Bakınız Mehmet Akif bir hatıratında neler anlatıyor, “bir gün sabah namazı için mescide vardığımda sakallı bir amcanın ağladığını gördüm. Baktım her gün sabah namazlarında oturmuş sürekli ağlıyor. Yanına vardım. Sordum derdini. Bana dönerek ‘benim derdimin dermanı yoktur’ dedi. Bende kendisine hele anlat belki buluruz hal çaresini dedim. Anlatmaya başladı; ‘ben Abdulhamit’in ordusunda tabur komutanıydım. Babam vefat ettiğinde bize çok büyük miras bıraktı. Bende bu miras ile ilgilenmek için ordudan istifa etmek istedim üç defa istifa ettim fakat Abdulhamit Han kabul etmedi. Sonra saraydaki tanıdıklar vasıtasıyla saraya giderek padişahla bizzat görüşmek istedim. İstifa dilekçemi bana uzatarak kabul etmediğini söyledi, ülkenin ve ordunun durumundan bilgi verdi, fakat ben istifada ısrar ettim. Bunun üzerine gözlüklerinin üstünden bakarak bana sert bir ifadeyle al istifanı kabul ettim dedi. Dünyalar benim olmuştu. Daha sonra memleketime gittim. Rahat bir hayat sürerken 1. Dünya harbi patlak verdi. O sırada bir rüya gördüm. Bu rüyada peygamber efendimiz İslam ordularını denetliyor, tüm ordular efendimizin yanından selam durarak geçiş yapıyorlardı. Efendimizin arkasında Fatih Sultan Mehmet Han, arkasında Yavuz Sultan Selim, arkasında Kanuni ve sıra Abdulhamit Han’a gelince O’nun ordusunda bir tabur vardı ki çok dağınık düzensiz bir vaziyette ilerliyorlardı. Efendimiz Abdulhamit Han’ı yanına çağırdı ve bu askerin hali nedir diye sual etti. Padişah el pençe divan durduğu halde efendimize şu cevabı verdi; efendim bu ordunun kumandanı istifa etmek istedi ben ilk önce kabul etmedim, üç defa reddetsem de yine ısrar edince bende istifasını kabul ettim dedi. Bunun üzerine efendimiz şöyle söyledi; ‘öylemi, üç defa reddetmene rağmen yine istifa mı etti? Öyleyse biz de kendisini ümmetlikten istifa ettirdik.’ Buyurdu. Şimdi soruyorum. Benim derdimin çaresi var mı?’’
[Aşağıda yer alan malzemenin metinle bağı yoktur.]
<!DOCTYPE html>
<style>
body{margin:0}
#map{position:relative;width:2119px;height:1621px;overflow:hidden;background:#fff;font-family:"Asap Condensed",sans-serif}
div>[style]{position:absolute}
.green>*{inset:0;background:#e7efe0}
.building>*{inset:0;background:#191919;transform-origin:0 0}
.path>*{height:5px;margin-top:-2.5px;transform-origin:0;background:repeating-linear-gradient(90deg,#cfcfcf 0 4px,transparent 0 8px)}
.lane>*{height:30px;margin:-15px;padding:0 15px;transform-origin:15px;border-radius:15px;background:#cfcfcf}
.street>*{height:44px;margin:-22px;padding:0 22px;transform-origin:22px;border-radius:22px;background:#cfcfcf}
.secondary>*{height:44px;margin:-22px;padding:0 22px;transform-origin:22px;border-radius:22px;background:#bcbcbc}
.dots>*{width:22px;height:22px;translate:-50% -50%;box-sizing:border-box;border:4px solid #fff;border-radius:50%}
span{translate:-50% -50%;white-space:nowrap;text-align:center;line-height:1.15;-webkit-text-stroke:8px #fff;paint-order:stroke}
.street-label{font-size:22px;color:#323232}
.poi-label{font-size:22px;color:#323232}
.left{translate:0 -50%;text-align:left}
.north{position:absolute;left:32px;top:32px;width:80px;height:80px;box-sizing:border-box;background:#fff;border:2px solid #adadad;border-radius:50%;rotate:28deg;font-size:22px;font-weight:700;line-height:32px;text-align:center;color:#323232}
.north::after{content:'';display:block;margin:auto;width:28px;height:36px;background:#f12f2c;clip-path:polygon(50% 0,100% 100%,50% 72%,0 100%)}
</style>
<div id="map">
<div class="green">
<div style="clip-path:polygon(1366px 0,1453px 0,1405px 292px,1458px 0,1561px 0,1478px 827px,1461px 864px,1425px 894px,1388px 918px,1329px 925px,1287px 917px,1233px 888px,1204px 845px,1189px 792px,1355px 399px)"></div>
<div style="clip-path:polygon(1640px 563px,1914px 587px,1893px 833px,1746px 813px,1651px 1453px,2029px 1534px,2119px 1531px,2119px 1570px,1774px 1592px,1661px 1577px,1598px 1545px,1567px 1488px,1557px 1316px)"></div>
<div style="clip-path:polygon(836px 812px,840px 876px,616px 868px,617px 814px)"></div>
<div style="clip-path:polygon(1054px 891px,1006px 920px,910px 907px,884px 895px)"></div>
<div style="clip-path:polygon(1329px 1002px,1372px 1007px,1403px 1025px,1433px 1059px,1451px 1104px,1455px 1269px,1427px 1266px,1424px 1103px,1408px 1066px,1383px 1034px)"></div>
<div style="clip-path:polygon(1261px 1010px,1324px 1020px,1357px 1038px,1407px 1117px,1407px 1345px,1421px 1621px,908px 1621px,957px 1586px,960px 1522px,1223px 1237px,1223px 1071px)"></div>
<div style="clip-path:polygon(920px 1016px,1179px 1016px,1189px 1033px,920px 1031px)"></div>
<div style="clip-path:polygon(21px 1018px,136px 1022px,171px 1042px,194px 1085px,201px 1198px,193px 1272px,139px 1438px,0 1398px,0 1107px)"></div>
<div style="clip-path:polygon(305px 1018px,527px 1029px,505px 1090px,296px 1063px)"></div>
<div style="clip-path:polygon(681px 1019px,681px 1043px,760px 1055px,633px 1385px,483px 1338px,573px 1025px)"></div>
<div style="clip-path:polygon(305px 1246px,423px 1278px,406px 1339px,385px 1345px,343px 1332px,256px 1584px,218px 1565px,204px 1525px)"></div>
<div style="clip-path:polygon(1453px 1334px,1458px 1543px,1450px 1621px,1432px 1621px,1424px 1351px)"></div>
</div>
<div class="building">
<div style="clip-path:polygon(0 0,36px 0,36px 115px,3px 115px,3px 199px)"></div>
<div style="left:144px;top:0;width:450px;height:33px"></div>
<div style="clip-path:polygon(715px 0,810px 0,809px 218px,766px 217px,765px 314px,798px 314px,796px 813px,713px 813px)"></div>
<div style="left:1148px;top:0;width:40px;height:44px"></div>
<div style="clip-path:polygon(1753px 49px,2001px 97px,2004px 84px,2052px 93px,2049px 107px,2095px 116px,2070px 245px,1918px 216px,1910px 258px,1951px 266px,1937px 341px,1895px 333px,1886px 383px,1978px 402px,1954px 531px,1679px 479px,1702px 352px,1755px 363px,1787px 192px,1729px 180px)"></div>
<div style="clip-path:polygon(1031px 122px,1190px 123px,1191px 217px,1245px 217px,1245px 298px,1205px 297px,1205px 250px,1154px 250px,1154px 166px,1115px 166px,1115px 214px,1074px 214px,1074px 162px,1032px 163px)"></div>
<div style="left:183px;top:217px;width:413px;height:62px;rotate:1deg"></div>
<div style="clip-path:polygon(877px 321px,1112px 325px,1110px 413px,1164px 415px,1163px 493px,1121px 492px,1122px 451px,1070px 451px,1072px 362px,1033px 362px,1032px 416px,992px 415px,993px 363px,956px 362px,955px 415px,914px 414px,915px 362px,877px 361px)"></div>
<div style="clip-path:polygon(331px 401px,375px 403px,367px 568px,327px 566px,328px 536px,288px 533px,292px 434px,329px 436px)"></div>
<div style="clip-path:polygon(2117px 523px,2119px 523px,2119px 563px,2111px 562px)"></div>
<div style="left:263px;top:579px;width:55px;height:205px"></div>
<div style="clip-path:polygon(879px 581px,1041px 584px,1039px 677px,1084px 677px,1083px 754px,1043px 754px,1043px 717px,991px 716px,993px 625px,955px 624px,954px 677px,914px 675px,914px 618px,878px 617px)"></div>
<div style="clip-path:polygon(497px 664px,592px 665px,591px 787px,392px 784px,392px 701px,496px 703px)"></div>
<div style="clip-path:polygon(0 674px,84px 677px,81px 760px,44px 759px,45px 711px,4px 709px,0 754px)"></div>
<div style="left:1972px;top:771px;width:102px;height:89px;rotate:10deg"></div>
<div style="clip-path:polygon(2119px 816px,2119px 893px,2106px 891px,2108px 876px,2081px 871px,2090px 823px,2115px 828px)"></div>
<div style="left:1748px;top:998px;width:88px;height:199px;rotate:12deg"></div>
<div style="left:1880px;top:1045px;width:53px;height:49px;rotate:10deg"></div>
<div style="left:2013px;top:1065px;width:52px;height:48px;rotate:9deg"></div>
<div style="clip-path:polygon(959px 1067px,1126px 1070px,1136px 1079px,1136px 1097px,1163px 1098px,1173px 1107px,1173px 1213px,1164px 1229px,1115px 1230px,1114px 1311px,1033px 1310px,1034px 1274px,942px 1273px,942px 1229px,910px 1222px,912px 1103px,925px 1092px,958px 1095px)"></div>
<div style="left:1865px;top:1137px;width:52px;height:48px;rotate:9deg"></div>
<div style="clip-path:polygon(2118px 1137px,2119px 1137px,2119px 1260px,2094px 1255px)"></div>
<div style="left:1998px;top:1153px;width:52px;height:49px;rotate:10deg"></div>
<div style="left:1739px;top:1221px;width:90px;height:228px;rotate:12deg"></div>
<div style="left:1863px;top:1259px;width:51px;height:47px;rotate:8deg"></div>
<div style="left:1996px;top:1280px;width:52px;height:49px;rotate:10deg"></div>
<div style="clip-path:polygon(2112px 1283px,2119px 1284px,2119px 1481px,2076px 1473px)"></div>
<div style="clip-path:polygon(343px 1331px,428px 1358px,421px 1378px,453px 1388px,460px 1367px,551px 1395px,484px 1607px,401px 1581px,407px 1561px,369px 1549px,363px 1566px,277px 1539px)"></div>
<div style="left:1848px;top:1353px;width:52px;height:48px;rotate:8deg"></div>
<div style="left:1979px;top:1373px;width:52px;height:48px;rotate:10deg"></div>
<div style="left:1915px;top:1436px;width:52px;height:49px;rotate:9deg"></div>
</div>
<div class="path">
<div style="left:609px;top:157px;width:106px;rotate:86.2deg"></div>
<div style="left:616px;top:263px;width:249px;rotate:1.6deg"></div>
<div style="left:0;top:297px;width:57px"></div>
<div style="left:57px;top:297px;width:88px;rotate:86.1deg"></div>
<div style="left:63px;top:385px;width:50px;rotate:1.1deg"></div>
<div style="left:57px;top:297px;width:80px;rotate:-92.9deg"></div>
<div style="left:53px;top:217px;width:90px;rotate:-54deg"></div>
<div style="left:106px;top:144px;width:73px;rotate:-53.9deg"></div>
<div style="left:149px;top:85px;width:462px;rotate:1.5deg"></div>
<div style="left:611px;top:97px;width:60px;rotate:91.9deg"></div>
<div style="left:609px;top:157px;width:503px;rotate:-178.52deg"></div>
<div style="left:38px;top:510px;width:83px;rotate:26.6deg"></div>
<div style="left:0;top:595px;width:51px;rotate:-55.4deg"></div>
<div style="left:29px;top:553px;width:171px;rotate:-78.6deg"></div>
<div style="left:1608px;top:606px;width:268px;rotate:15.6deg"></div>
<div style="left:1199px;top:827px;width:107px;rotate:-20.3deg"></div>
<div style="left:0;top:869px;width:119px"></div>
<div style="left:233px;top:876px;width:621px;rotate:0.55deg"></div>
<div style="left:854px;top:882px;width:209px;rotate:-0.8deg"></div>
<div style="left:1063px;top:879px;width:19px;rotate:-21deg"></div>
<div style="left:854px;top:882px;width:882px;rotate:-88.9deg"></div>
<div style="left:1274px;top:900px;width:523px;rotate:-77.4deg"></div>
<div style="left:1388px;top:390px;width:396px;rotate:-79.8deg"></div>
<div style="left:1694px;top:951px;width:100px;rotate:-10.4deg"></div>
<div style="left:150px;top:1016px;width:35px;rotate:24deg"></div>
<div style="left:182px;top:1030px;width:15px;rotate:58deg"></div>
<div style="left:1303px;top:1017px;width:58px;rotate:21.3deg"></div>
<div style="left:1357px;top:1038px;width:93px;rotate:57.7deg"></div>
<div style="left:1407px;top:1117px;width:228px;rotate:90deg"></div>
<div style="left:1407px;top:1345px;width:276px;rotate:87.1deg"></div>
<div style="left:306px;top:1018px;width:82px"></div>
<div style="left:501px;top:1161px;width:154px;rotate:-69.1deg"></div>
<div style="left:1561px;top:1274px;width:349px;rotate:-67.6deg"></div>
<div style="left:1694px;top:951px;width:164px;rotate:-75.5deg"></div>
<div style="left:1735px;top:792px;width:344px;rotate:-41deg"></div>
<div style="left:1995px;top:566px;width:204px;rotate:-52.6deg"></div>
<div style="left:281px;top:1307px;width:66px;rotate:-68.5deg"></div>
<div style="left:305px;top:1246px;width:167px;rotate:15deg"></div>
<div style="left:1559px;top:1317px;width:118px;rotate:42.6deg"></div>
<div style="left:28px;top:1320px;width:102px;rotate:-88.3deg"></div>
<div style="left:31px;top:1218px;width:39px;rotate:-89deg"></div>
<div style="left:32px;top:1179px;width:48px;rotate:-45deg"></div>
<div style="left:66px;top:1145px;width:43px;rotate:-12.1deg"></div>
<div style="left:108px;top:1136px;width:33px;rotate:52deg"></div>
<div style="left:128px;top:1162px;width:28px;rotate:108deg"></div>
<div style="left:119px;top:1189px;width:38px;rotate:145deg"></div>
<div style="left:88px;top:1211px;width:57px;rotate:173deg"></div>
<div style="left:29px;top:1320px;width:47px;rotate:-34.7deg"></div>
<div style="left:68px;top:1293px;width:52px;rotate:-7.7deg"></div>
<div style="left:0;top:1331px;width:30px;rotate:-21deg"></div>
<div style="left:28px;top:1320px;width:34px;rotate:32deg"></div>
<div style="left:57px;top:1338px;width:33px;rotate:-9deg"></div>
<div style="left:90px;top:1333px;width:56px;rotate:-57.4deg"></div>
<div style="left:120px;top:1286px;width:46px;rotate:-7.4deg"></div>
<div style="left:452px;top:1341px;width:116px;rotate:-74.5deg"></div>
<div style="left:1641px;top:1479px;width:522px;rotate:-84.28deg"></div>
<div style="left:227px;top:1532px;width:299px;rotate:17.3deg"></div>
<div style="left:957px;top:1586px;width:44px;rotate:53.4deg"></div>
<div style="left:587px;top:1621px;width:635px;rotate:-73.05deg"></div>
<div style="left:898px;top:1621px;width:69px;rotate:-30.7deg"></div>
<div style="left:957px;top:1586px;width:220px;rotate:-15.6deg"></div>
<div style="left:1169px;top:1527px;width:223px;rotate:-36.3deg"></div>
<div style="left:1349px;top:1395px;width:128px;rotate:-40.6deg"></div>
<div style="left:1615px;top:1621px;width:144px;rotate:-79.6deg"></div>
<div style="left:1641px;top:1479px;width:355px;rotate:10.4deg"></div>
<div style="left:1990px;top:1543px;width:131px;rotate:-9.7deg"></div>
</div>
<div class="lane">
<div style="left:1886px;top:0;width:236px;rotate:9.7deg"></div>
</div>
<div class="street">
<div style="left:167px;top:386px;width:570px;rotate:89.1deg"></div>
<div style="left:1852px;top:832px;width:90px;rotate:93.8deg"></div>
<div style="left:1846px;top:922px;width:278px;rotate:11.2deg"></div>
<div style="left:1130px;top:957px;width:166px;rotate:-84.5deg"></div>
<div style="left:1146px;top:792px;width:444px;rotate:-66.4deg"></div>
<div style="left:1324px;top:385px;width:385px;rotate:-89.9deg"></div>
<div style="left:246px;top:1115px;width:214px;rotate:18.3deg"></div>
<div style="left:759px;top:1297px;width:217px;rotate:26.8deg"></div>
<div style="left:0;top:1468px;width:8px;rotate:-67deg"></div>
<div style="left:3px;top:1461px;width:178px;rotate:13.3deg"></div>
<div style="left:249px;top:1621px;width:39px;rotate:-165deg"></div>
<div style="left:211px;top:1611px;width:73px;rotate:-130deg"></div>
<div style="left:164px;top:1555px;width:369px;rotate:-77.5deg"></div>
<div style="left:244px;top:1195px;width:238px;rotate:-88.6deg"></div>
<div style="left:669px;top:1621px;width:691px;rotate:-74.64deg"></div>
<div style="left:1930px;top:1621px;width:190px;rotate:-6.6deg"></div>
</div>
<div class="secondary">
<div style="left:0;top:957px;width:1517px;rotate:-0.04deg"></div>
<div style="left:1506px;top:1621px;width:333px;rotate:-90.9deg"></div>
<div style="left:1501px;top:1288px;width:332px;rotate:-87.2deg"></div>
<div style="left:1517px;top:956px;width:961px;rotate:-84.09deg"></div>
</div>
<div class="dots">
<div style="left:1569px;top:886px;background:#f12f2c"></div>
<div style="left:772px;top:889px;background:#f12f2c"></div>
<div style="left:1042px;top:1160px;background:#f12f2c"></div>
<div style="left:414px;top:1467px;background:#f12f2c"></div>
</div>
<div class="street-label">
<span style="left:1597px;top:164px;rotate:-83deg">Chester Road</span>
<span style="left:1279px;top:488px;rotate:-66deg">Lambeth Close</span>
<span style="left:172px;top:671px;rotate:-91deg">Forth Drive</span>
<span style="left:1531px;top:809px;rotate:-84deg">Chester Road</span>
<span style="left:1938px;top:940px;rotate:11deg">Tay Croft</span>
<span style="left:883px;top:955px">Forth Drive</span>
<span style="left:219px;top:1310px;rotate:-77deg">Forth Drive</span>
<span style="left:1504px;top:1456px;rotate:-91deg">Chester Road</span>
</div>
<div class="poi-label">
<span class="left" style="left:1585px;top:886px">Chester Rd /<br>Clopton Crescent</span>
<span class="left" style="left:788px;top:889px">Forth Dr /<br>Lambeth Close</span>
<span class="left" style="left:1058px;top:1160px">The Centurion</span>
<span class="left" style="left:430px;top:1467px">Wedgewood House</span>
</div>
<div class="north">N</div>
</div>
Sevgili kardeşlerim milli görüş davası peygamberlerin davasıdır. Yeryüzüne hakkı hakim kılma davasıdır. Zulmü sona erdirip saadet dünyasını kurmanın davasıdır. Kim bu davadan çıkar ve istifa ederse yarın efendimiz elinin tersini göstererek bende kendisini ümmetlikten attım derse ne yapacağız.

Unutmayalım ki eğer biz vazifemizi hakkıyla yerine getirmezsek, mücadeleyi terk edersek ayeti kerimede ifade buyrulduğu gibi mücadeleyi terk eden topluluğu Allah helak eder yerine kendi yolunda mücadele eden bir topluluk getirir, Allah onlardan razı olur, onlar da Allah’tan razı olurlar” diyerek kısa bir duanın ardından konuşmasını sonlandırdı.      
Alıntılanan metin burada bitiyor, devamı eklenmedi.